§ What to do:
Write the listing out again word for word, excluding any pictures.

[[ Provided data open ]]

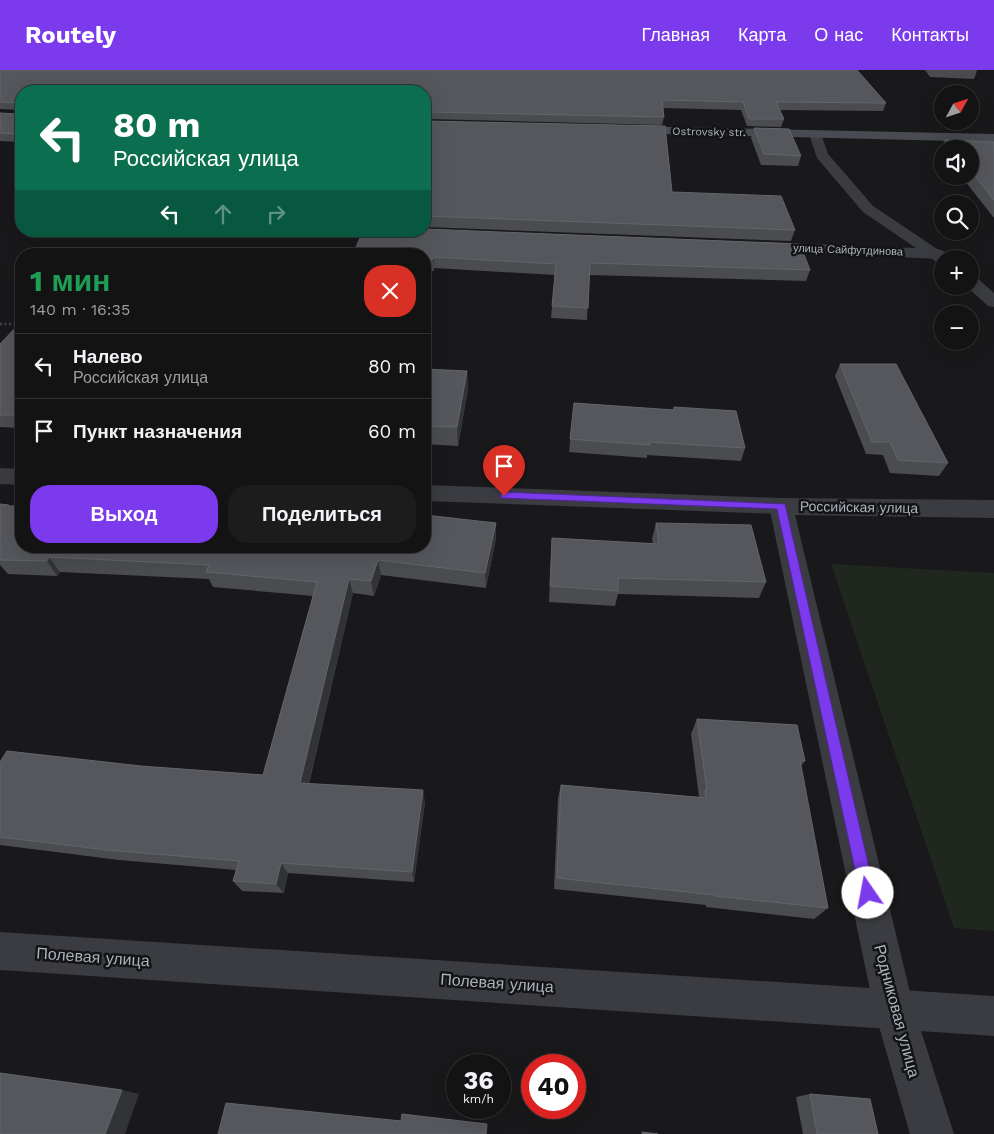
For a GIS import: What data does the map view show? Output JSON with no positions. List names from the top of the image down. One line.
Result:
{"streets":{"main road":["Ostrovsky str."],"street":["улица Сайфутдинова","Российская улица","Полевая улица","Родниковая улица"]},"crossings":[["Российская улица","Родниковая улица"],["Полевая улица","Родниковая улица"]],"north":"top right","page":{"header":"Routely","nav":["Главная","Карта","О нас","Контакты"],"map_buttons":["+","−"],"turn":["80 m","Российская улица"],"heading":["1 мин","140 m · 16:35"],"list":[{"name":"Налево","note":"Российская улица","value":"80 m"},{"name":"Пункт назначения","value":"60 m"}],"buttons":["Выход","Поделиться"],"speed":"36 km/h","limit":"40"}}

[[ Provided data closed ]]

§ Solution to the exercise:
For a GIS import: What data does the map view show? Output JSON with no positions. List names from the top of the image down. One line.
Result:
{"streets":{"main road":["Ostrovsky str."],"street":["улица Сайфутдинова","Российская улица","Полевая улица","Родниковая улица"]},"crossings":[["Российская улица","Родниковая улица"],["Полевая улица","Родниковая улица"]],"north":"top right","page":{"header":"Routely","nav":["Главная","Карта","О нас","Контакты"],"map_buttons":["+","−"],"turn":["80 m","Российская улица"],"heading":["1 мин","140 m · 16:35"],"list":[{"name":"Налево","note":"Российская улица","value":"80 m"},{"name":"Пункт назначения","value":"60 m"}],"buttons":["Выход","Поделиться"],"speed":"36 km/h","limit":"40"}}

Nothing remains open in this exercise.